They have all sorts of great deals on this type of connector. Let me know if anyone has luck buying them. I tried to check out with my PP. that may have been the issue


----------



## BigRed (Aug 12, 2007)

[email protected] said:


> Those are groovy little plugs, what does the female side look like? Are those for like RC cars or something?


those look like "deans" plugs. common in RC


----------



## jtaudioacc (Apr 6, 2010)

[email protected] said:


> Those are groovy little plugs, what does the female side look like? Are those for like RC cars or something?
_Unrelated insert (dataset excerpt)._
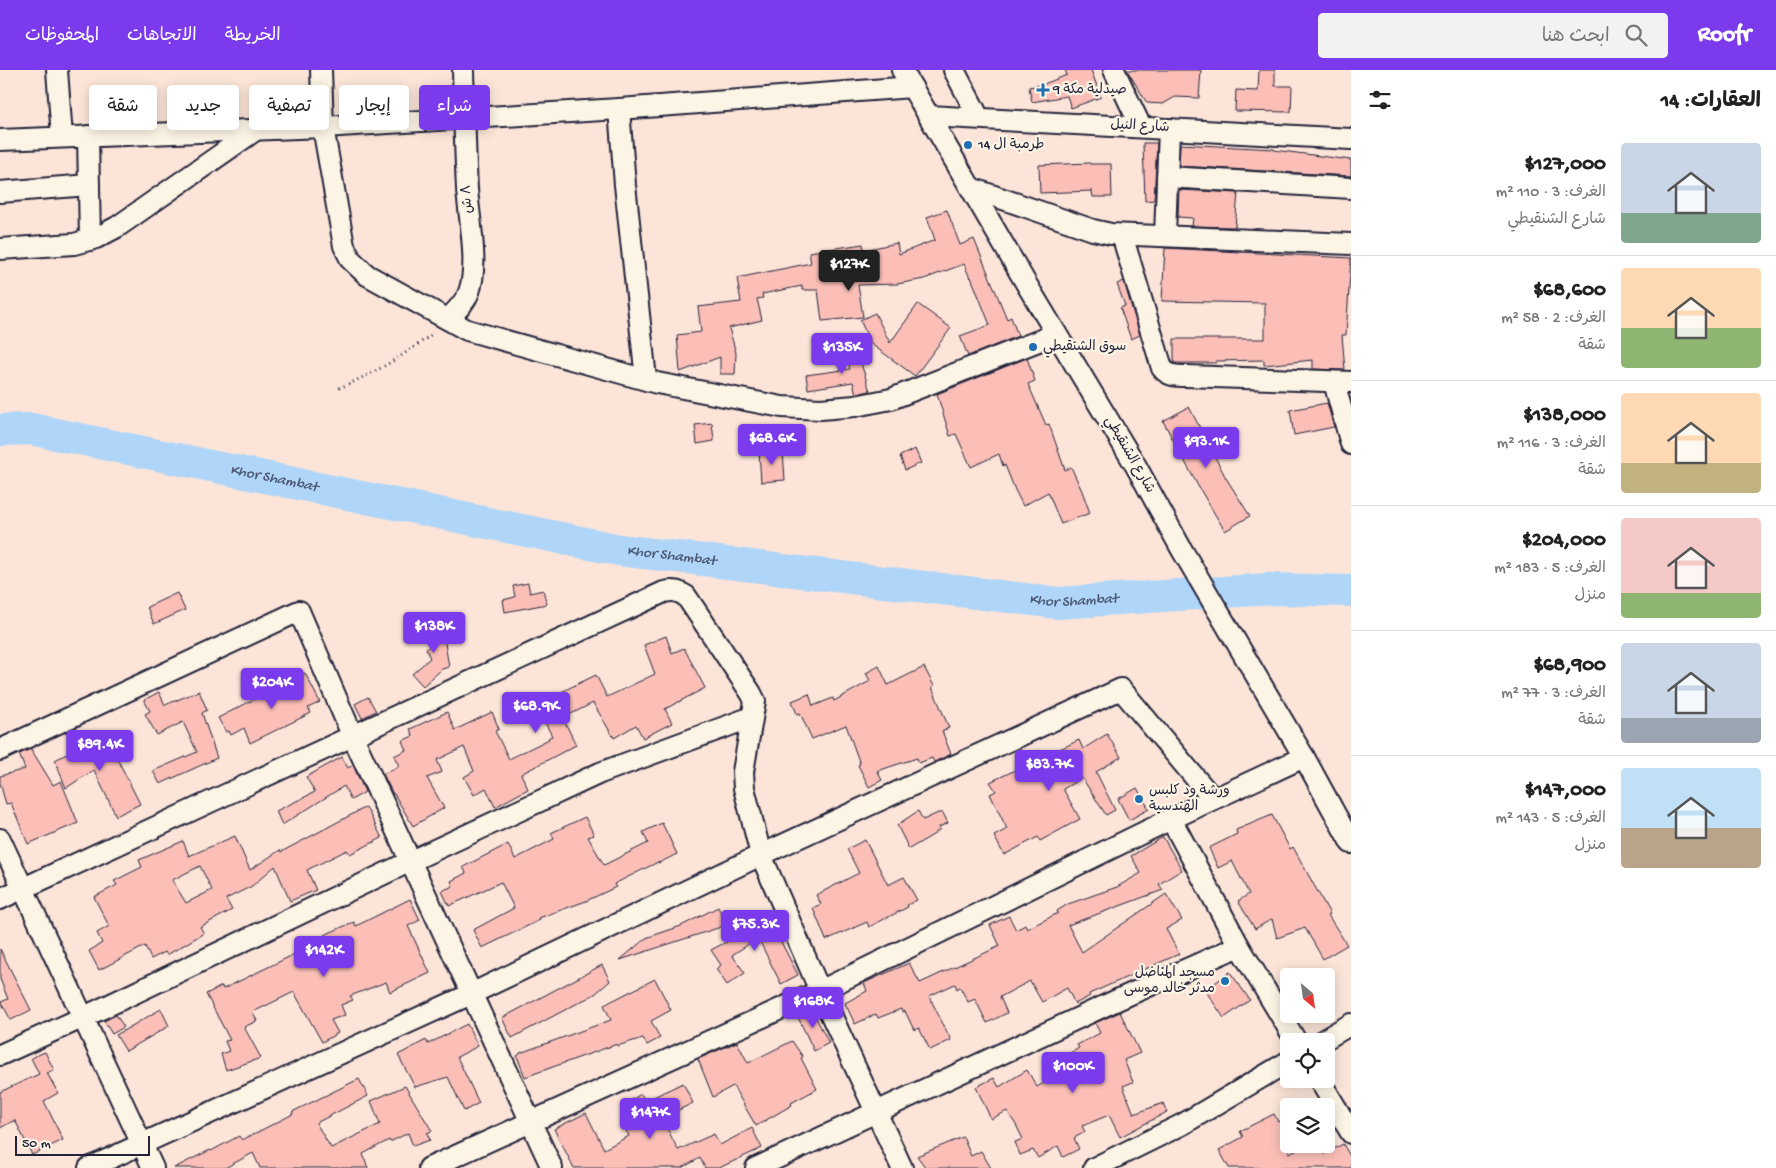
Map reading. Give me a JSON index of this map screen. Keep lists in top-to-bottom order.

yeah, dean's connectors. but these are fakers. they work great though. i bought a bunch on ebay.


----------



## deeppinkdiver (Feb 4, 2011)

Got it.. Have to have an account with them and order from the US warehouse. 

50 pairs $28 shipped


----------



## jtaudioacc (Apr 6, 2010)

deeppinkdiver said:


> Got it.. Have to have an account with them and order from the US warehouse.
> 
> 50 pairs $28 shipped


what happened to 4 bucks for 20 pairs? they overnighting those things to you or something? lol


----------



## deeppinkdiver (Feb 4, 2011)

lol.. I ordered 50 sets. So 5 of the $4.14 (10 sets per) plus $7.16 shipping. (2-3 business days) so 50 male and 50 female pieces! For $28


----------



## jtaudioacc (Apr 6, 2010)

deeppinkdiver said:


> lol.. I ordered 50 sets. So 5 of the $4.14 (10 sets per) plus $7.16 shipping. (2-3 business days) so 50 male and 50 female pieces! For $28


as you said, and i quoted. duh. lol

i'm tired. was looking for a used dome light tonight on ebay and wasn't paying attention and bought a "Toyota Camry - Dome Light LED Bulb - WHITE" i just kept looking at the picture or a dome light. realized after i paid is was and led bulb, just what it says in the description. lol

i felt like the guy who bought the "canon SLR, nice picture" and got what, an actual photograph of a camera. LOL


----------



## deeppinkdiver (Feb 4, 2011)

Completely understandable.. I'm sure you're not making any custom baffles tonight, If so they may not fit your speakers, but maybe that Toyota's.. lol

SLR picture? Thats crazy, some sellers prey on us all nighters out here. Guess thats fair especially if the ads are correct! 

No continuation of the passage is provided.